Task directions: Retyping all the entries exactly is the whole task.

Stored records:
•••••

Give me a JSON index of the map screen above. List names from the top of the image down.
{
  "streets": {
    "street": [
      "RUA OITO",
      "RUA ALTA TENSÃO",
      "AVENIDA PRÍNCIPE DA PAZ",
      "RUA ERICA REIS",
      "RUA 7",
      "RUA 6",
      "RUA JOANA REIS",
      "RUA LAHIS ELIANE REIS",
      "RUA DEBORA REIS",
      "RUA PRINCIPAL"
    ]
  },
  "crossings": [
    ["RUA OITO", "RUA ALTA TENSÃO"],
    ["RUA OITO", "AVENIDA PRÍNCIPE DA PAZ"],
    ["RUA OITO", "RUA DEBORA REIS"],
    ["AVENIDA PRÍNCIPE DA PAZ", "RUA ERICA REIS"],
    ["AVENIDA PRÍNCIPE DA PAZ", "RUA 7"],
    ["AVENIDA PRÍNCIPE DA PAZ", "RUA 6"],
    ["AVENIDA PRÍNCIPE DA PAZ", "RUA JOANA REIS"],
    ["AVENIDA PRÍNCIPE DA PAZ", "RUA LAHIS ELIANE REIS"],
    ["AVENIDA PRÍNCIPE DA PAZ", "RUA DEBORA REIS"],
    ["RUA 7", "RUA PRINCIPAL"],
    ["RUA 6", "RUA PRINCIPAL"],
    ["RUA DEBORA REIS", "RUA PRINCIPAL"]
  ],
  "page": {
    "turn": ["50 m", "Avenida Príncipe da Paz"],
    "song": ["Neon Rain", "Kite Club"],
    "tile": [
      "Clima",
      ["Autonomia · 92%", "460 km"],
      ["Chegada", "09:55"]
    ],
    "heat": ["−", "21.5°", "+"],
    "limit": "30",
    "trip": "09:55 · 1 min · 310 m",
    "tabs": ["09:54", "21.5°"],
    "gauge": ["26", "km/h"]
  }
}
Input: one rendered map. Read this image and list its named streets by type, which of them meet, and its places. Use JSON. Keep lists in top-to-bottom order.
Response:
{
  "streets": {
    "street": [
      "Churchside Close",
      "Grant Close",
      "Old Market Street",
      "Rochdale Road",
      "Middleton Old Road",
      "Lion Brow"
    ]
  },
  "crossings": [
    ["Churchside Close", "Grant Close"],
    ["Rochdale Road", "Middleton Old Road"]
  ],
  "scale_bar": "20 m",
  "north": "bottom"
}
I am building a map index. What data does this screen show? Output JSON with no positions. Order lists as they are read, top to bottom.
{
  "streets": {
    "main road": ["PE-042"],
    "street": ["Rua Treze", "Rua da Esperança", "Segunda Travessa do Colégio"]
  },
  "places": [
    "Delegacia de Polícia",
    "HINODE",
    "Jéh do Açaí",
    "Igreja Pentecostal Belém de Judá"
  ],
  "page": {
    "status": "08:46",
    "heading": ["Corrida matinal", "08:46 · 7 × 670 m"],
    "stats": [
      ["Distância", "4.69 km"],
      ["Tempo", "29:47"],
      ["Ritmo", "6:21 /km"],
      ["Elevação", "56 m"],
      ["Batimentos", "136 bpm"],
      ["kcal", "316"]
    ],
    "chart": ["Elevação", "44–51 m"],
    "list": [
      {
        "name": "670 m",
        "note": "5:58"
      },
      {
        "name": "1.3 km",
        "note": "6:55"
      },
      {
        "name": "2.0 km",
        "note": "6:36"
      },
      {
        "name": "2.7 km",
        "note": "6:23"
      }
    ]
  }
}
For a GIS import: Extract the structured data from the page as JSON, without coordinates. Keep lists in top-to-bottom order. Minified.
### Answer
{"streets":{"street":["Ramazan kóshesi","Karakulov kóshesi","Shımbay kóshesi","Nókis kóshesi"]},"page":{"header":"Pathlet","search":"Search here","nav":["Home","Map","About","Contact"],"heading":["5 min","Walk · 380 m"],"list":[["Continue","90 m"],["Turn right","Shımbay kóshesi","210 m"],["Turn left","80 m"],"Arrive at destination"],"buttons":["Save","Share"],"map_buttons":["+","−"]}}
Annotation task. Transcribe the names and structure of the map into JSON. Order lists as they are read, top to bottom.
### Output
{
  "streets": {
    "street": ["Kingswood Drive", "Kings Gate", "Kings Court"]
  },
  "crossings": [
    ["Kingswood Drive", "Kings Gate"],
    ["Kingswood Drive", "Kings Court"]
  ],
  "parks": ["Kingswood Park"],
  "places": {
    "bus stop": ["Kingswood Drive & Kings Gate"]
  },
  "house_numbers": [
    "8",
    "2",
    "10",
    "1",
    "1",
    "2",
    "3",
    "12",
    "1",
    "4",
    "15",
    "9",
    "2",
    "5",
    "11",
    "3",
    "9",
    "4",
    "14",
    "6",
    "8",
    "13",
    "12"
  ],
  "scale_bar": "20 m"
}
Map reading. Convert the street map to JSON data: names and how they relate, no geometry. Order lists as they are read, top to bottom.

•••••

Output below:
Give me a JSON index of the map screen above. List names from the top of the image down.
{
  "streets": {
    "street": [
      "RUA OITO",
      "RUA ALTA TENSÃO",
      "AVENIDA PRÍNCIPE DA PAZ",
      "RUA ERICA REIS",
      "RUA 7",
      "RUA 6",
      "RUA JOANA REIS",
      "RUA LAHIS ELIANE REIS",
      "RUA DEBORA REIS",
      "RUA PRINCIPAL"
    ]
  },
  "crossings": [
    ["RUA OITO", "RUA ALTA TENSÃO"],
    ["RUA OITO", "AVENIDA PRÍNCIPE DA PAZ"],
    ["RUA OITO", "RUA DEBORA REIS"],
    ["AVENIDA PRÍNCIPE DA PAZ", "RUA ERICA REIS"],
    ["AVENIDA PRÍNCIPE DA PAZ", "RUA 7"],
    ["AVENIDA PRÍNCIPE DA PAZ", "RUA 6"],
    ["AVENIDA PRÍNCIPE DA PAZ", "RUA JOANA REIS"],
    ["AVENIDA PRÍNCIPE DA PAZ", "RUA LAHIS ELIANE REIS"],
    ["AVENIDA PRÍNCIPE DA PAZ", "RUA DEBORA REIS"],
    ["RUA 7", "RUA PRINCIPAL"],
    ["RUA 6", "RUA PRINCIPAL"],
    ["RUA DEBORA REIS", "RUA PRINCIPAL"]
  ],
  "page": {
    "turn": ["50 m", "Avenida Príncipe da Paz"],
    "song": ["Neon Rain", "Kite Club"],
    "tile": [
      "Clima",
      ["Autonomia · 92%", "460 km"],
      ["Chegada", "09:55"]
    ],
    "heat": ["−", "21.5°", "+"],
    "limit": "30",
    "trip": "09:55 · 1 min · 310 m",
    "tabs": ["09:54", "21.5°"],
    "gauge": ["26", "km/h"]
  }
}
Input: one rendered map. Read this image and list its named streets by type, which of them meet, and its places. Use JSON. Keep lists in top-to-bottom order.
Response:
{
  "streets": {
    "street": [
      "Churchside Close",
      "Grant Close",
      "Old Market Street",
      "Rochdale Road",
      "Middleton Old Road",
      "Lion Brow"
    ]
  },
  "crossings": [
    ["Churchside Close", "Grant Close"],
    ["Rochdale Road", "Middleton Old Road"]
  ],
  "scale_bar": "20 m",
  "north": "bottom"
}
I am building a map index. What data does this screen show? Output JSON with no positions. Order lists as they are read, top to bottom.
{
  "streets": {
    "main road": ["PE-042"],
    "street": ["Rua Treze", "Rua da Esperança", "Segunda Travessa do Colégio"]
  },
  "places": [
    "Delegacia de Polícia",
    "HINODE",
    "Jéh do Açaí",
    "Igreja Pentecostal Belém de Judá"
  ],
  "page": {
    "status": "08:46",
    "heading": ["Corrida matinal", "08:46 · 7 × 670 m"],
    "stats": [
      ["Distância", "4.69 km"],
      ["Tempo", "29:47"],
      ["Ritmo", "6:21 /km"],
      ["Elevação", "56 m"],
      ["Batimentos", "136 bpm"],
      ["kcal", "316"]
    ],
    "chart": ["Elevação", "44–51 m"],
    "list": [
      {
        "name": "670 m",
        "note": "5:58"
      },
      {
        "name": "1.3 km",
        "note": "6:55"
      },
      {
        "name": "2.0 km",
        "note": "6:36"
      },
      {
        "name": "2.7 km",
        "note": "6:23"
      }
    ]
  }
}
For a GIS import: Extract the structured data from the page as JSON, without coordinates. Keep lists in top-to-bottom order. Minified.
### Answer
{"streets":{"street":["Ramazan kóshesi","Karakulov kóshesi","Shımbay kóshesi","Nókis kóshesi"]},"page":{"header":"Pathlet","search":"Search here","nav":["Home","Map","About","Contact"],"heading":["5 min","Walk · 380 m"],"list":[["Continue","90 m"],["Turn right","Shımbay kóshesi","210 m"],["Turn left","80 m"],"Arrive at destination"],"buttons":["Save","Share"],"map_buttons":["+","−"]}}
Annotation task. Transcribe the names and structure of the map into JSON. Order lists as they are read, top to bottom.
### Output
{
  "streets": {
    "street": ["Kingswood Drive", "Kings Gate", "Kings Court"]
  },
  "crossings": [
    ["Kingswood Drive", "Kings Gate"],
    ["Kingswood Drive", "Kings Court"]
  ],
  "parks": ["Kingswood Park"],
  "places": {
    "bus stop": ["Kingswood Drive & Kings Gate"]
  },
  "house_numbers": [
    "8",
    "2",
    "10",
    "1",
    "1",
    "2",
    "3",
    "12",
    "1",
    "4",
    "15",
    "9",
    "2",
    "5",
    "11",
    "3",
    "9",
    "4",
    "14",
    "6",
    "8",
    "13",
    "12"
  ],
  "scale_bar": "20 m"
}
Map reading. Convert the street map to JSON data: names and how they relate, no geometry. Order lists as they are read, top to bottom.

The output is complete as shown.